Pick out all lines of the entries that include the word "Catholic" and copy them.

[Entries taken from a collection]
== Segment start ==

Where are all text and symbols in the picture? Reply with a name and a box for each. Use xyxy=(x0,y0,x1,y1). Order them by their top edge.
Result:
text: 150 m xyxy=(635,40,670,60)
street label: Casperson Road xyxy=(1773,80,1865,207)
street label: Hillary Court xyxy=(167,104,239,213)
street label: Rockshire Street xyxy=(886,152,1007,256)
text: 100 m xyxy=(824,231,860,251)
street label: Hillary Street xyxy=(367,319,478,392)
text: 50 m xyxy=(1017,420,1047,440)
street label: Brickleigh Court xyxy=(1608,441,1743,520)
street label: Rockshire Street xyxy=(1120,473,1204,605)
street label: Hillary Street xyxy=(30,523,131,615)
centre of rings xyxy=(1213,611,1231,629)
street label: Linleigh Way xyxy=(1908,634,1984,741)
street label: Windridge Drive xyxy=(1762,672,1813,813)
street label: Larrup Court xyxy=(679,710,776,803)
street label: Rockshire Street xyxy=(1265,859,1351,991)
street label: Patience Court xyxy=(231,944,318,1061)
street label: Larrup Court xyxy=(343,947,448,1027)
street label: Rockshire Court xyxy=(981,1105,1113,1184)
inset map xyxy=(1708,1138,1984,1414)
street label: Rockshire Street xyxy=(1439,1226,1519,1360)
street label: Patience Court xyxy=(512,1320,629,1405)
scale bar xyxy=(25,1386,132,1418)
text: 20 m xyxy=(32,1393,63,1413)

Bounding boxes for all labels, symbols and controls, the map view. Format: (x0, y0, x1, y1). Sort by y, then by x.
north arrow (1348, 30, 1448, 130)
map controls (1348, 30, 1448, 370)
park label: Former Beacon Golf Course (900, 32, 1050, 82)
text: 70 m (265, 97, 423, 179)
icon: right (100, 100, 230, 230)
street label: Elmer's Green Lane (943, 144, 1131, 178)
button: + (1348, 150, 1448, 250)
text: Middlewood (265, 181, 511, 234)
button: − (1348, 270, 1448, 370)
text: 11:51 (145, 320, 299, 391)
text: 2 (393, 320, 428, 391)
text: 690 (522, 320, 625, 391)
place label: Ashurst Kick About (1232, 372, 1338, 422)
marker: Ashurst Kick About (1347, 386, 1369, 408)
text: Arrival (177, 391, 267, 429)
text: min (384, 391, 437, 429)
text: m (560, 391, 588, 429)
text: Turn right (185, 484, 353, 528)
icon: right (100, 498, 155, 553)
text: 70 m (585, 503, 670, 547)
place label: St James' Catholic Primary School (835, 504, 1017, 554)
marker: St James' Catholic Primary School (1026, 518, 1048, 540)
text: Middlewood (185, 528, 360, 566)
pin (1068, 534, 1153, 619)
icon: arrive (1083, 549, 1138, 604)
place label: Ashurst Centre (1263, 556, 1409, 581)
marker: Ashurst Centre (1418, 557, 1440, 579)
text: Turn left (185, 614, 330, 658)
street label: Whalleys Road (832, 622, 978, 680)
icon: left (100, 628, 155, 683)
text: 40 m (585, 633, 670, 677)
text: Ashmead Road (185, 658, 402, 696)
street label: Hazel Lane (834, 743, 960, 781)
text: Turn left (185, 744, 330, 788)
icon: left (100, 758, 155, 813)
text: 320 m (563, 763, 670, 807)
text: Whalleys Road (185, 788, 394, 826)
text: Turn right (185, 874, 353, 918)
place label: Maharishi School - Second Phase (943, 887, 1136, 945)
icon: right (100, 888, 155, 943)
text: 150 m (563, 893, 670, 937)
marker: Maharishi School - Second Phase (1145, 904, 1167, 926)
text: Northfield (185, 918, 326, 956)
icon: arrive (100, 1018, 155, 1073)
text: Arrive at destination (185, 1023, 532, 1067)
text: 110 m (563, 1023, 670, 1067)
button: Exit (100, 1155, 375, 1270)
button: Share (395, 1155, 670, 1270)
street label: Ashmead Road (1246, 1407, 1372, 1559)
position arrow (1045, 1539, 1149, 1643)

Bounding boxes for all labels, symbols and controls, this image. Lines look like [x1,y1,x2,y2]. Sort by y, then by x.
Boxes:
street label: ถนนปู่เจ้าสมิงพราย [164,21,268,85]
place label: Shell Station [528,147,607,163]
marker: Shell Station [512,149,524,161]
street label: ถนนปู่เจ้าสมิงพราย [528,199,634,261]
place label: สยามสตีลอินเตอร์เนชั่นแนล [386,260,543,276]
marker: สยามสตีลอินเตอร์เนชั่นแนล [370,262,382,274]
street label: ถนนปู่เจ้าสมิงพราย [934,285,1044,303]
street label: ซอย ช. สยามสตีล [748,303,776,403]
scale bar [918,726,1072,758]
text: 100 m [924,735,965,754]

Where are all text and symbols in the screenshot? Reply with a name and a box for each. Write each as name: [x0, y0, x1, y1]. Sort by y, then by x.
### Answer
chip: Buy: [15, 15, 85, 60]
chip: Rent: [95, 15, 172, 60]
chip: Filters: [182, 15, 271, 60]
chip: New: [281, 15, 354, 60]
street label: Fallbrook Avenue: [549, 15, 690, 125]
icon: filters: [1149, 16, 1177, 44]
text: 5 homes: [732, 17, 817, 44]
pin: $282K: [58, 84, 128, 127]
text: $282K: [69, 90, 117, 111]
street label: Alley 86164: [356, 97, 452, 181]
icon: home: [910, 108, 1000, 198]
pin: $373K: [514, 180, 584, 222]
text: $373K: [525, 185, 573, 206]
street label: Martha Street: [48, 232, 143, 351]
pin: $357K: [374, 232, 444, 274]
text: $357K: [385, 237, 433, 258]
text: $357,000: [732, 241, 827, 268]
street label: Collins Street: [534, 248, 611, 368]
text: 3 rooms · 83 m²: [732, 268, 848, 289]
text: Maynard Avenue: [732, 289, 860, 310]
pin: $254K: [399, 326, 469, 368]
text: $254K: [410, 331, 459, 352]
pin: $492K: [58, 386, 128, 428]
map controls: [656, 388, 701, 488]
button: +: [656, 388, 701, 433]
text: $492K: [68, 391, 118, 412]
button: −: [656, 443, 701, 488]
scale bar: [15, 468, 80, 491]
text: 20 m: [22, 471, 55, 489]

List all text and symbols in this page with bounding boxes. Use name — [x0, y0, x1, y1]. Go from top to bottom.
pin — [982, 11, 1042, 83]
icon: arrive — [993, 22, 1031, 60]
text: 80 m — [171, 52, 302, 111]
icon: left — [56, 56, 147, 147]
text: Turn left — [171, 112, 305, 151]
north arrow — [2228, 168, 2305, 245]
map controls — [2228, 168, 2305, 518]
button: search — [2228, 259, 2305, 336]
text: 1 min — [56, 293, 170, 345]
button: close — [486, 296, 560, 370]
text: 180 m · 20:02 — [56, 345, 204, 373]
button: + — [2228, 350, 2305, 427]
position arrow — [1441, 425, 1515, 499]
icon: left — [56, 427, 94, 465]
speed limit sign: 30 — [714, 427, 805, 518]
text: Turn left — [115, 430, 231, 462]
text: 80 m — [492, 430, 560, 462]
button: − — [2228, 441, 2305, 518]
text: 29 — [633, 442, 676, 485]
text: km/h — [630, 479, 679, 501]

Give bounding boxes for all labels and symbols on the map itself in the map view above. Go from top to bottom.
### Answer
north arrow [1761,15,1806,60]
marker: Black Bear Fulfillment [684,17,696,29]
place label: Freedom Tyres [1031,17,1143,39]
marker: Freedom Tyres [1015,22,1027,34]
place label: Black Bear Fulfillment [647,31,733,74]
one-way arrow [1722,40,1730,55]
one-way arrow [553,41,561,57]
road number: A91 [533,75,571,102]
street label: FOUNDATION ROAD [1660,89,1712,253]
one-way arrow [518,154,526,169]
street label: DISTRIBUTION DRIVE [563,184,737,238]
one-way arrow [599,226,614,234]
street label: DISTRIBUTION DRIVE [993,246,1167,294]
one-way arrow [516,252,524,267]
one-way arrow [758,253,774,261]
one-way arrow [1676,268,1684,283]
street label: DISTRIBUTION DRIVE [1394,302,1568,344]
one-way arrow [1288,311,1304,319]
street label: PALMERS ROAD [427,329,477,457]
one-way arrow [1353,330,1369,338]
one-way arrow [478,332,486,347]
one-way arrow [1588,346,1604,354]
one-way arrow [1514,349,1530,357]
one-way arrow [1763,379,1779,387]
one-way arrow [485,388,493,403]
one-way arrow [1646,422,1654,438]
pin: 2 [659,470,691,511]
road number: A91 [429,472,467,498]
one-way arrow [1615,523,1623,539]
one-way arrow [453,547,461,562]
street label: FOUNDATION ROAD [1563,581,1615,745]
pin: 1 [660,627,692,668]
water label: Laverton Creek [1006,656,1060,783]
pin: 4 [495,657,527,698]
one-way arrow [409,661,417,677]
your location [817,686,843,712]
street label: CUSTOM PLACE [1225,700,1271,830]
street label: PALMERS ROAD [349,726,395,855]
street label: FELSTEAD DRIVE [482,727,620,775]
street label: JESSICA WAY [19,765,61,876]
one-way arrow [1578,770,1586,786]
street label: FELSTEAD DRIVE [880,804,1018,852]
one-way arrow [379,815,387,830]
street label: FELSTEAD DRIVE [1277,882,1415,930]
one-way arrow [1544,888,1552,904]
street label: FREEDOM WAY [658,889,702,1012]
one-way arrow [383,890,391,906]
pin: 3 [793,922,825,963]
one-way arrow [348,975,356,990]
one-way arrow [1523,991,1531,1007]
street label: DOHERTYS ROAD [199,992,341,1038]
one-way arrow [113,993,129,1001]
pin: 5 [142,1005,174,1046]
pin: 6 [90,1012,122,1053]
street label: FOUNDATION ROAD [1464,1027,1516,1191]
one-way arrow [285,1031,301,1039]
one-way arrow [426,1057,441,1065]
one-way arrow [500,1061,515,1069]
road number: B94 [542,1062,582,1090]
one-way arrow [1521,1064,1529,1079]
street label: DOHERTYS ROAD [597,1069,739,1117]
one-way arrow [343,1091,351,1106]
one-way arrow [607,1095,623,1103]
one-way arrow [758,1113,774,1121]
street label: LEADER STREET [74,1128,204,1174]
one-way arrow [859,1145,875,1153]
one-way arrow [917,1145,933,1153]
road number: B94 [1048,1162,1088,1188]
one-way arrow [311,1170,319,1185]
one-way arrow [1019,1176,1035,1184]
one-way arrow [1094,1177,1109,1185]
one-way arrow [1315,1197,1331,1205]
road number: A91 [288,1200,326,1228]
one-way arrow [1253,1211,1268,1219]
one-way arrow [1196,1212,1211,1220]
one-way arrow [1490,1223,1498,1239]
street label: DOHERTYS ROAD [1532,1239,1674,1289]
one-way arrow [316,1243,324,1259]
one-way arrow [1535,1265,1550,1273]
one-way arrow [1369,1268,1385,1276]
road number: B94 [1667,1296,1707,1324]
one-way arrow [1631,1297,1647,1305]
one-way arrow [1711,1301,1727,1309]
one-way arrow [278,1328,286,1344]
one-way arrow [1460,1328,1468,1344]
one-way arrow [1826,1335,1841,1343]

== Segment end ==

* _EXERCISE ANSWER_:
place label: St James' Catholic Primary School (835, 504, 1017, 554)
marker: St James' Catholic Primary School (1026, 518, 1048, 540)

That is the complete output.